The Servant didn’t come in a flash of blinding lights, surrounded by fireworks and serenaded by angels everywhere he went. Rather, he grew up like a tender shoot. Slowly, gradually, unimpressively. Weak and vulnerable. Not a precious sapling that’s been given a good dose of fertiliser, surrounded by protective fencing
and watered regularly. But a seedling that’s appeared against all the odds, in a harsh climate. More like the stray flower that emerges from a crack in the pavement than the plant that flourishes in a well-kept garden.
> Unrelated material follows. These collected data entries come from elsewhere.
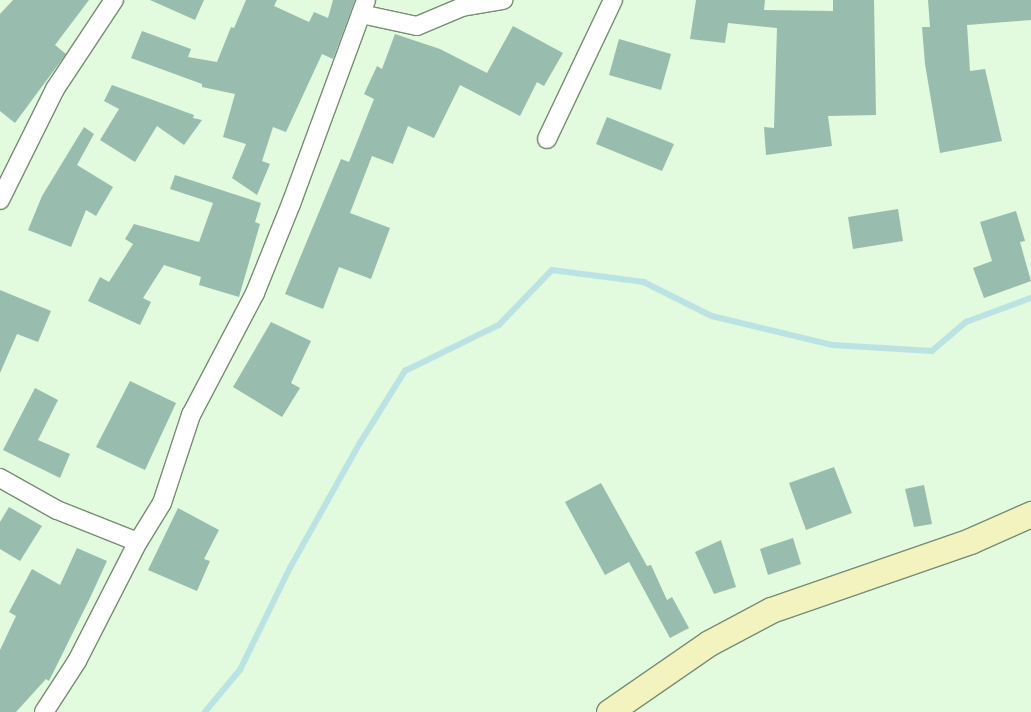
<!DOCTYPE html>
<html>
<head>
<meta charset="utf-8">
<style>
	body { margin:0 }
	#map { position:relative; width:1031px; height:712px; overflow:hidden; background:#e2fadd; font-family:"Open Sans",sans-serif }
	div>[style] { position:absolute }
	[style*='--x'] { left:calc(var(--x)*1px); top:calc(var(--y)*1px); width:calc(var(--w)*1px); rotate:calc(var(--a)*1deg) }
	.stream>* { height:5.5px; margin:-2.75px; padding:0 2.75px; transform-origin:2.75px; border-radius:2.75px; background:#bce3e4 }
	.building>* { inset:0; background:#98bdae }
	.roads { filter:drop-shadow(1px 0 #778d73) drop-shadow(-1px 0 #778d73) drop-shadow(0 1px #778d73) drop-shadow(0 -1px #778d73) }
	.minor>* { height:18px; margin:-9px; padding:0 9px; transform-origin:9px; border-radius:9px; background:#fff }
	.secondary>* { height:25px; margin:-12.5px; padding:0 12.5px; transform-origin:12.5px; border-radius:12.5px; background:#f2f3be }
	span { translate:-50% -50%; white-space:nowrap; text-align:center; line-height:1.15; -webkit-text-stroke:4.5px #e2fadd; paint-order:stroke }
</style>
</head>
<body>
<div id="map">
	<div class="stream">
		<i style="--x:205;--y:712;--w:55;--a:-50.2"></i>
		<i style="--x:240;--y:670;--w:114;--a:-63.9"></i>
		<i style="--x:290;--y:568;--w:143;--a:-60.8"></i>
		<i style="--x:360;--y:443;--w:85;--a:-58"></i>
		<i style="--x:405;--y:371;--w:105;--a:-26.1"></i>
		<i style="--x:499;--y:325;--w:76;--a:-46.1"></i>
		<i style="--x:552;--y:270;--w:93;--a:7.4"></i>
		<i style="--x:644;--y:282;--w:76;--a:26.6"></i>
		<i style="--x:712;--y:316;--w:124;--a:13.5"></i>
		<i style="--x:833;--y:345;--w:99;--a:3.5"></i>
		<i style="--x:932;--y:351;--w:45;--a:-40.5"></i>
		<i style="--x:966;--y:322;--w:69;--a:-20.3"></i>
	</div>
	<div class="building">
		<i style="clip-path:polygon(13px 0,89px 0,55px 45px,66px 54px,15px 123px,0 111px,0 14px)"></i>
		<i style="clip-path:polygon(150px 0,204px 0,195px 20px)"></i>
		<i style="clip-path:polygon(246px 0,277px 0,274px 6px,309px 22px,314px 12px,328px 18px,333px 0,355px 0,333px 59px,322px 54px,286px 132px,273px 127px,262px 161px,270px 164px,257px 195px,232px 178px,246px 144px,223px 137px,235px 94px,202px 87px,202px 84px,131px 58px,142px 31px,191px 49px,188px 57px,217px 62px,231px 27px,234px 28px)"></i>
		<i style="clip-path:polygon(696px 0,765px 0,764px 10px,833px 11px,833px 0,874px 0,876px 115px,828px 116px,832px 146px,766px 155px,764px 127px,774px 128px,777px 28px,728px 23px,725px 43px,690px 39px)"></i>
		<i style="clip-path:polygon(928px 0,1031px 0,1031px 20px,967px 25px,970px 71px,985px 69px,1002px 141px,940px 153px,925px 64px,922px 27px,930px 27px)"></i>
		<i style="clip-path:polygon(513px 26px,563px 53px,544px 86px,537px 82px,520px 116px,460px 85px,434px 138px,408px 126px,393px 164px,372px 156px,350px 213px,390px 228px,371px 279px,339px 267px,323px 309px,285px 294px,341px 159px,349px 162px,374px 99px,364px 94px,377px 66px,382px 69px,395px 34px,440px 49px,487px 73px)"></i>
		<i style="clip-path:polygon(619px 39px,671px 54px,661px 90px,609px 75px)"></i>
		<i style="clip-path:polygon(112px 85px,194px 115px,193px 118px,202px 120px,184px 145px,157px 126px,135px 162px,100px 140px,119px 109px,104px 101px)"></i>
		<i style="clip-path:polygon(607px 117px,674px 144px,662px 171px,596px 144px)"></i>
		<i style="clip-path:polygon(84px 127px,94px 134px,77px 165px,113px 187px,96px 216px,86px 210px,71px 247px,28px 230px,42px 196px)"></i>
		<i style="clip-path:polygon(175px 175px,261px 203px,255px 222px,260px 224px,239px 297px,199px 285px,201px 277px,164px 265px,143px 298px,151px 302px,140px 325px,88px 301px,100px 277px,109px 282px,133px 244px,125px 239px,134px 224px,199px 242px,213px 203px,170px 189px)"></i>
		<i style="clip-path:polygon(898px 209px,903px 241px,853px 249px,848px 217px)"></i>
		<i style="clip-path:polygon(1016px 211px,1025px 241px,1020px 242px,1031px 281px,984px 298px,973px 268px,992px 261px,980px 222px)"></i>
		<i style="clip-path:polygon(0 290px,51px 311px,38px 342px,17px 334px,0 373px)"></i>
		<i style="clip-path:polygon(271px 322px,311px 341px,291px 383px,300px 388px,282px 417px,233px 387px)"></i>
		<i style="clip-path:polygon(130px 381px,176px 403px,145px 470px,96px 447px)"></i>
		<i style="clip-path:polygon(35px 388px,58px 400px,38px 440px,70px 454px,60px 478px,3px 450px)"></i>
		<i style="clip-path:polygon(834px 467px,852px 513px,806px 530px,789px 483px)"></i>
		<i style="clip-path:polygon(601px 483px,647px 566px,651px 565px,667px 600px,672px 597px,689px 628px,670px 638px,629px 562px,605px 575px,565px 502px)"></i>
		<i style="clip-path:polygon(924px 485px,932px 524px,914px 527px,905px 489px)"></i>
		<i style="clip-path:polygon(9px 507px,42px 526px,20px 561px,0 549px,0 522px)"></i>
		<i style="clip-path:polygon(178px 508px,219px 530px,204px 559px,210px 561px,197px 591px,148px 570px)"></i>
		<i style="clip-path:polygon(793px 538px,801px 564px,768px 575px,760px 549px)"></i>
		<i style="clip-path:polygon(721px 540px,736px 587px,714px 594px,695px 552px)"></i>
		<i style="clip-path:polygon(77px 548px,107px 561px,89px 600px,49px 681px,46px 679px,16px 712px,0 712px,0 650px,16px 616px,9px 612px,32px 569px,60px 585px)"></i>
	</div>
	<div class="roads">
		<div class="minor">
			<i style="--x:361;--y:14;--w:57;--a:12.1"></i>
			<i style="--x:417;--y:26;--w:49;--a:-22.9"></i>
			<i style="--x:462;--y:7;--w:42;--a:-9.7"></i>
			<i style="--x:547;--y:139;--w:154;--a:-64.6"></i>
			<i style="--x:0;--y:200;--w:124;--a:-63.6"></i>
			<i style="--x:55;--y:89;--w:107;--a:-56.5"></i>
			<i style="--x:0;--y:478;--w:65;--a:29.3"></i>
			<i style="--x:57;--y:510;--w:87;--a:21.6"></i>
			<i style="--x:44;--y:712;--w:61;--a:-57.1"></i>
			<i style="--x:77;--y:661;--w:134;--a:-62.9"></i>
			<i style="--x:138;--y:542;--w:46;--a:-58.4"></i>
			<i style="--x:162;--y:503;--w:93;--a:-71.8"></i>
			<i style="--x:191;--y:415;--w:138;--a:-62.3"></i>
			<i style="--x:255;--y:293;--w:96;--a:-68"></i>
			<i style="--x:291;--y:204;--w:217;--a:-69.8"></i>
		</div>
		<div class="secondary">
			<i style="--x:609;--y:712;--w:121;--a:-34.6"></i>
			<i style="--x:709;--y:643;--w:70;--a:-28"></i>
			<i style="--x:771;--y:610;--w:211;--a:-19.1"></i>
			<i style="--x:970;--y:541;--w:67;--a:-23.9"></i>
		</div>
	</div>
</div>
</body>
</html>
It’s so small. So ordinary. So unimpressive. For a people who were facing the prospect of being overrun by their hostile neighbours, this wouldn’t have seemed like
the great salvation they needed. It certainly doesn’t seem like a plan that could defeat sin, death, the world and even the devil himself. But, as the Servant himself would one day explain, the Kingdom of God doesn’t look impressive on the outside. Rather, it’s like a mustard seed. The smallest of all seeds that – remarkably - grows into something big and strong and flourishing, out of all proportion to what you would have expected. “God chose
the weak things of the world to shame the strong”, Paul writes, in 1 Corinthians.
And so we can be confident that God’s purposes WILL succeed, however unlikely that might seem. Even when others ridicule our faith, and write Jesus off as irrelevant or ineffective. Even when we look at ourselves and wonder how on earth God could possibly use us to bring others to Jesus. Even when we look at our world, and wonder if there is any power great enough to mend everything that is broken.
Let’s praise God that this tender shoot is stronger and more powerful than we can imagine, and ask for his help to keep believing in Jesus while we wait for the full extent of his glory and greatness to be finally revealed.